1. The problem statement, all variables and given/known data
The deepest point in the ocean is in the Mariana Trench about 11 km deep. The pressure at the ocean floor is huge, about 1.13*10^8 Pa.
a) calculate the change in volume of 1.00 m^3 of water carried from the surface to the bottom of the Pacific.
b) The density of water at the surface is 1.03*10^3 km/m^3. Find its density at the bottom.

2. Relevant equations
I am not really sure how you could approach this problem, as the answers are supposed to be:
a) -5.4*10^-2 m^3
b)1.09*10^3 kg/m^3

3. The attempt at a solution
I first tried to use the equation: P= P(atmospheric) + (density)(g)(h) to find the density at the bottom of the ocean. then I figured I could set a proportion between the volumes and densities at the surface and at the bottom to find the volume at the bottom. But the density I get for the bottom is not 1.09*10^3, the actual right answer.
1. The problem statement, all variables and given/known data

2. Relevant equations

3. The attempt at a solution

2. Jan 15, 2007

### Staff: Mentor

It seems that you must have some relevant relation for the compressibility of the water. That is the only thing that will make the water denser at depth. We normally think of water as incompressible, but it sounds like at high enough pressures, a small amount of compression does occur. So where would you look to find the compressibility of water?

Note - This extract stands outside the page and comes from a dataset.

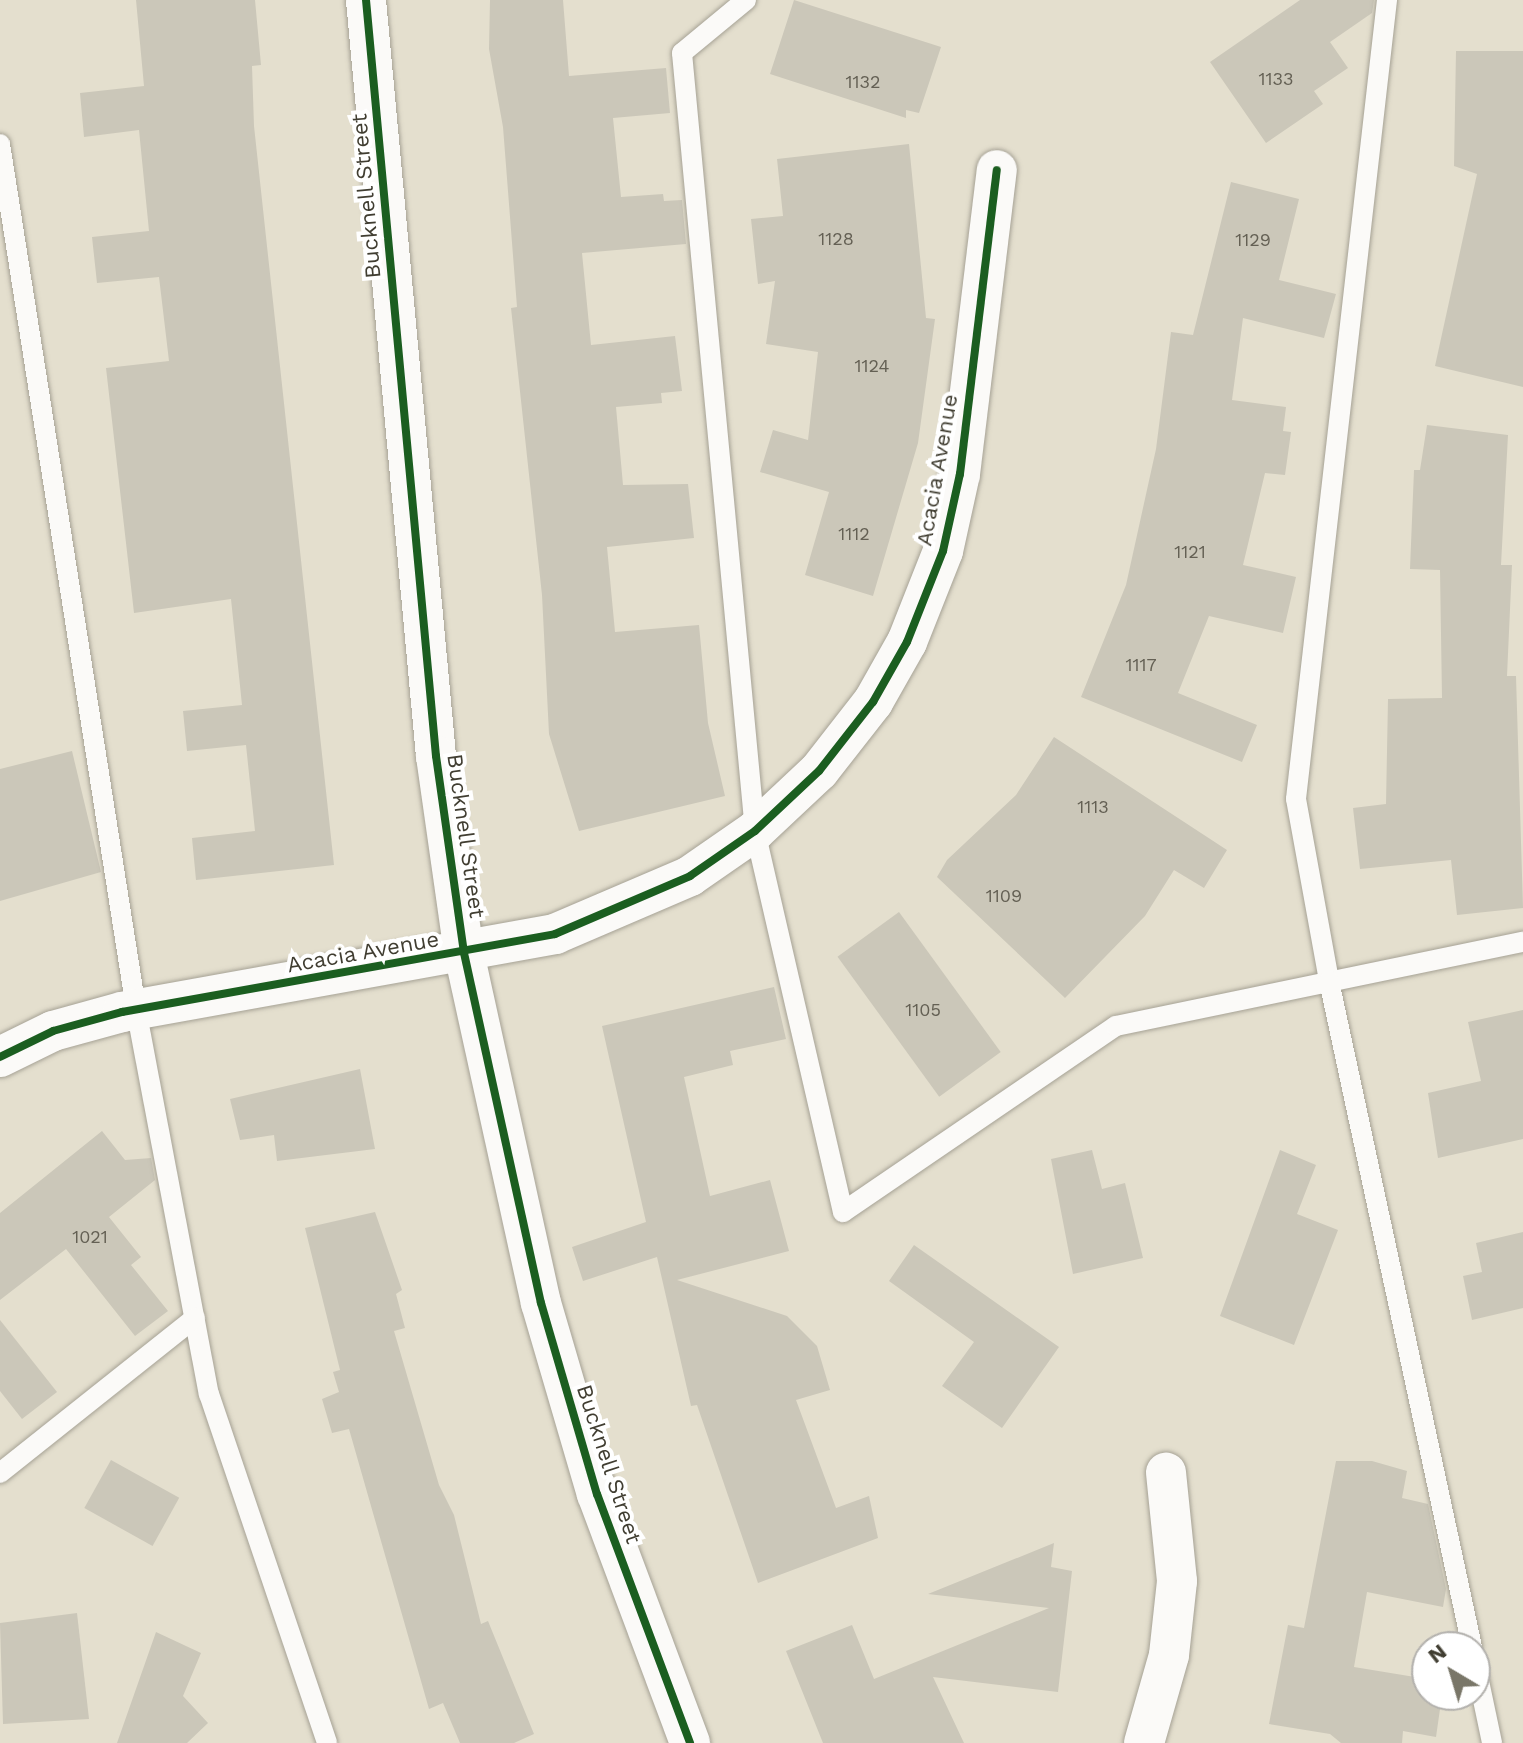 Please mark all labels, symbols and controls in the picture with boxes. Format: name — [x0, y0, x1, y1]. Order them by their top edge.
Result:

BTW, there are some typos in what you typed above in the units. Like in your statement for (b) where you say a density has units of km/m^3.

3. Jan 15, 2007

### rkrk

Thanks

Oh yeah, I forgot about that. I found out the compressibility of water (the bulk modulus) which was 0.21 *10 ^10 Pa. Using the equation delta(P)=-B*[delta(V)/V], where B was the bulk modulus and rearranging for delta(V) I got the right answer.